YOUR GUIDE TO THE TWIN CITIES
The First District campaign is being hotly contested with the freshman incumbent one of the Republicans' prime targets.
REDWOOD FALLS, MINN. - In the smothering heat just outside of town last week, a full 15 months before the 2008 elections, candidates were working the crowd gathered for Farmfest, one of the state's biggest annual gatherings of farmers.
Making his way through the crowd one handshake at a time was Tim Walz, the First District freshman Democratic congressman who scored an upset victory last November. Doing the same thing a few feet away was Republican Mark Meyer, a lawyer and school-board member from Lake Crystal who would like to turn the tables on Walz next November.
"The campaign seems like it never ends," Walz said. "Before I won, I didn't give that a whole lot of thought."
Walz started his long-shot bid 22 months before he won, precisely the timing Meyer used in January. Meyer is one of at least four Republicans vying to knock off the incumbent.

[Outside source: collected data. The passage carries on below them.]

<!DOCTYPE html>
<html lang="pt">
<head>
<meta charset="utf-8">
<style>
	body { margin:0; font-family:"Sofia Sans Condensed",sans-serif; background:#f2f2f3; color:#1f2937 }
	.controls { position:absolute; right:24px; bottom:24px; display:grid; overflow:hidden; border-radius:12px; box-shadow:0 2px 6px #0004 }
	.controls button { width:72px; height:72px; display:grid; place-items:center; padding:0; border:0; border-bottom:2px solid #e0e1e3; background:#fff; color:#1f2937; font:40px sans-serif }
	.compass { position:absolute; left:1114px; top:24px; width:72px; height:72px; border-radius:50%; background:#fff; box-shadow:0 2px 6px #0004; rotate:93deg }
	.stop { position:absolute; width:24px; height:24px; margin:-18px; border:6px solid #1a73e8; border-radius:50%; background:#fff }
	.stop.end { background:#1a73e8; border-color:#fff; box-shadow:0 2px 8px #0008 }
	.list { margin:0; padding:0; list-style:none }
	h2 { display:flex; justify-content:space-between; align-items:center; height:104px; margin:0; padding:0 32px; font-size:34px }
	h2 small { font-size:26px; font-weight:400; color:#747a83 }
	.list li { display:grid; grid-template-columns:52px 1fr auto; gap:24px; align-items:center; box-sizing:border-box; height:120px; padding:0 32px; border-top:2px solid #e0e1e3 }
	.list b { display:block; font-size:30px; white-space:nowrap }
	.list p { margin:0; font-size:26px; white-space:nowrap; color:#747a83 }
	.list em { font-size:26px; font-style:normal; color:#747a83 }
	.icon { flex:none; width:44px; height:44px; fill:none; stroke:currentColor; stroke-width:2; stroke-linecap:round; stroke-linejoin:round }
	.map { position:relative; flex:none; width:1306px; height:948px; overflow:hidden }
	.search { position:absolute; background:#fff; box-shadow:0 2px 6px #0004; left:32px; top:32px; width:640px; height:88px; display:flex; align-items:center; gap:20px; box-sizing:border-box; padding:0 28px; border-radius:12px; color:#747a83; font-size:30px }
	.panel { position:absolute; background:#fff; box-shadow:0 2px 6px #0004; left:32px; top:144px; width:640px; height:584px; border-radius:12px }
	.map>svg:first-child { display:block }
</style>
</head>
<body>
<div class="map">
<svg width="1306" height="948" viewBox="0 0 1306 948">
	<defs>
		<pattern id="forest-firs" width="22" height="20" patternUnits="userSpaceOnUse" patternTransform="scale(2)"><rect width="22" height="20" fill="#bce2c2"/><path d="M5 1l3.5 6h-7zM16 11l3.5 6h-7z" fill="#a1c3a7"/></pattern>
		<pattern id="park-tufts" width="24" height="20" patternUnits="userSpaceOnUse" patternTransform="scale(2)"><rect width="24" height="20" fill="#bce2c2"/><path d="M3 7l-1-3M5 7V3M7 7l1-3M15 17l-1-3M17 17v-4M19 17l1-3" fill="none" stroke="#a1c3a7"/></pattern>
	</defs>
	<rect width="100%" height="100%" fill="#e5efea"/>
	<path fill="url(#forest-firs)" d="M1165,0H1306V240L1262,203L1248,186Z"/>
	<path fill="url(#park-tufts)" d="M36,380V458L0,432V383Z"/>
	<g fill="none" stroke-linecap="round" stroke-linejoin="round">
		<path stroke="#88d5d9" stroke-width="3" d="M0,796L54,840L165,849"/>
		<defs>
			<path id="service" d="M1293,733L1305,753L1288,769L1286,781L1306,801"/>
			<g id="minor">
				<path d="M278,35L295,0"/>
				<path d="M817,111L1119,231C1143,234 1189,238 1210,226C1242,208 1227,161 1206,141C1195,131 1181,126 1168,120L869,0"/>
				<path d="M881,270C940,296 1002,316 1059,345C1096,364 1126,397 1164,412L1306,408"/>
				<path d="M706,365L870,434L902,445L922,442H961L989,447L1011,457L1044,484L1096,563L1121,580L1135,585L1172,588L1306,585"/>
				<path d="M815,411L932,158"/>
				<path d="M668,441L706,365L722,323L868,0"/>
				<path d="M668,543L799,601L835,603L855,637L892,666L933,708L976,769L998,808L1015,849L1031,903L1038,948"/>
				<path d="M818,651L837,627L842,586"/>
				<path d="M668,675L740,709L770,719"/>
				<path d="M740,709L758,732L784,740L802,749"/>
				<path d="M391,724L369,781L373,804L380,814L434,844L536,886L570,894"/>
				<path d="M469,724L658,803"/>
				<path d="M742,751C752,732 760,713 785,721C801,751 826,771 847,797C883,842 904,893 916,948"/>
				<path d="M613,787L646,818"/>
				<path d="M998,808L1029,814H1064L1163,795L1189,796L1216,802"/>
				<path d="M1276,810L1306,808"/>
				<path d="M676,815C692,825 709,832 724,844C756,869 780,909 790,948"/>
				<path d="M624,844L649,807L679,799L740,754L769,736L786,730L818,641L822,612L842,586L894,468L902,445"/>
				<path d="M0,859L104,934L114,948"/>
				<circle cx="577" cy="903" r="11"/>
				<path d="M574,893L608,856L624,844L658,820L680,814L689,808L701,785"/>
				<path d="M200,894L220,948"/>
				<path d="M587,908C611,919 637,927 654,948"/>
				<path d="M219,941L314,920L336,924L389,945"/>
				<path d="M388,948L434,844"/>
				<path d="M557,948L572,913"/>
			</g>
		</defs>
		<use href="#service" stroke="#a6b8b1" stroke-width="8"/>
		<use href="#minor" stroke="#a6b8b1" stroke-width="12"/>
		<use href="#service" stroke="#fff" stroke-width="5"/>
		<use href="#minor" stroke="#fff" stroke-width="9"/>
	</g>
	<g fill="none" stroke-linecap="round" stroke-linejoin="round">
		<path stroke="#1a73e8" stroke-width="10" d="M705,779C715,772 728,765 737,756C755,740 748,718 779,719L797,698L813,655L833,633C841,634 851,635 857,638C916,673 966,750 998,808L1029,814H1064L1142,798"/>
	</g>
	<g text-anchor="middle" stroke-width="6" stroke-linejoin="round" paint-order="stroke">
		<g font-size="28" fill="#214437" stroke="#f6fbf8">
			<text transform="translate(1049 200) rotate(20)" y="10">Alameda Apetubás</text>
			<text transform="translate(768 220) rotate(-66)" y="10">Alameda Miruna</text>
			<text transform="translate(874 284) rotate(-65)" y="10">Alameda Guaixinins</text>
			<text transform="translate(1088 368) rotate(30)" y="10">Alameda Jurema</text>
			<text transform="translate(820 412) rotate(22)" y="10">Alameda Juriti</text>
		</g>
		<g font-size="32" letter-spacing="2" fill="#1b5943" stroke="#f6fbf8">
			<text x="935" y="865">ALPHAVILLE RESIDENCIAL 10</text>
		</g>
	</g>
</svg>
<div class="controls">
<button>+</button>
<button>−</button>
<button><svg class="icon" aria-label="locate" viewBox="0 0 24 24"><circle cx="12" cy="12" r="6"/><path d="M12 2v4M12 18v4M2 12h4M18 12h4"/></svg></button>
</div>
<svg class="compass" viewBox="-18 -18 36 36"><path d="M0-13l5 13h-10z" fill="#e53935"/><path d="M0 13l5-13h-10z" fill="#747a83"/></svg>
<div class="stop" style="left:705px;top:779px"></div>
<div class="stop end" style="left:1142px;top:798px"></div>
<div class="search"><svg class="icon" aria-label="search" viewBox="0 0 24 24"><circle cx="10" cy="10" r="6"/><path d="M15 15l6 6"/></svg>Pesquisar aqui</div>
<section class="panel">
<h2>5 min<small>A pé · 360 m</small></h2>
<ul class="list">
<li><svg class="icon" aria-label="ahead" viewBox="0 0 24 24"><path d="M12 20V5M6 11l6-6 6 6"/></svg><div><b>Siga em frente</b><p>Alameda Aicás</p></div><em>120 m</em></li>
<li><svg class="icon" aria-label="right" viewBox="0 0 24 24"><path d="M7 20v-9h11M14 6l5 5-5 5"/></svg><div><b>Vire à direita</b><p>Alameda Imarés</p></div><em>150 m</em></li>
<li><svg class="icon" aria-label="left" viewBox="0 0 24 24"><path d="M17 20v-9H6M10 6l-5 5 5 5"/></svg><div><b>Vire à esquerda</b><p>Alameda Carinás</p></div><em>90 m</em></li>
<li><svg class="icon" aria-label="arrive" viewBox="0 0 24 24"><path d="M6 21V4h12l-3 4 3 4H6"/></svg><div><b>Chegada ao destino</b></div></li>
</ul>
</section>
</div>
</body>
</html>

Said Meyer: "I'm doing this 20 hours a week, balancing raising a family, making a living and running for Congress."
The so-called permanent campaign no longer applies only to presidential politics. It has seeped into congressional races, especially where the incumbent is serving a first term and is viewed as vulnerable as he or she will ever be.
James Bonham, a longtime Democratic campaign operative-turned-lobbyist, calls the First District "a natural place for the opposition party to look for a win. And when you have a major change election like 2006, there's a lot of pent-up demand among people who want higher office."
Walz wasn't supposed to pose much of a threat to six-term incumbent Gil Gutknecht in 2006.
Yet in a district that was widely viewed as comfortably Republican, Walz, a Mankato school teacher, ended up winning 53 percent of the vote.
"Remember, you had a lot [of Republicans] standing in line behind Gil Gutknecht," said Bonham, who advised Walz's campaign. "Ambition surfaces very quickly."
In addition to Meyer, other Republicans who would like to face off against Walz are Sen. Dick Day of Owatonna, Rep. Randy Demmer of Hayfield and Mayo Clinic physician Brian Davis.
All four have attended a candidate school run by the National Republican Congressional Committee, which has made Walz one of its prime 2008 targets.
The First District, which runs along Minnesota's southern tier of counties, is one of a dozen districts, most of them represented by freshmen, where the NRCC has run radio ads trying to lash "so-called moderate members and their liberal speaker, Nancy Pelosi."
'Twinkle Toes'
The GOP campaign committee also dubbed Walz "Twinkle Toes" in an Internet video that says, in part, "on the campaign trail, Tim Walz danced around the issues."
The state GOP has kept up the attack on Walz, as recently as Friday in a news release accusing him of repeatedly supporting pork-barrel legislation. "Walz promised to change Washington, but it is once again clear that Washington has changed Walz for the worse."I don't think any of that is very damaging," Walz said. "Targeting me like this probably does more to help me than anything. It brings more attention to the district, which is good."
One reason he's shrugging off the GOP's aggressiveness is that his party, and organized labor, have come to his aid.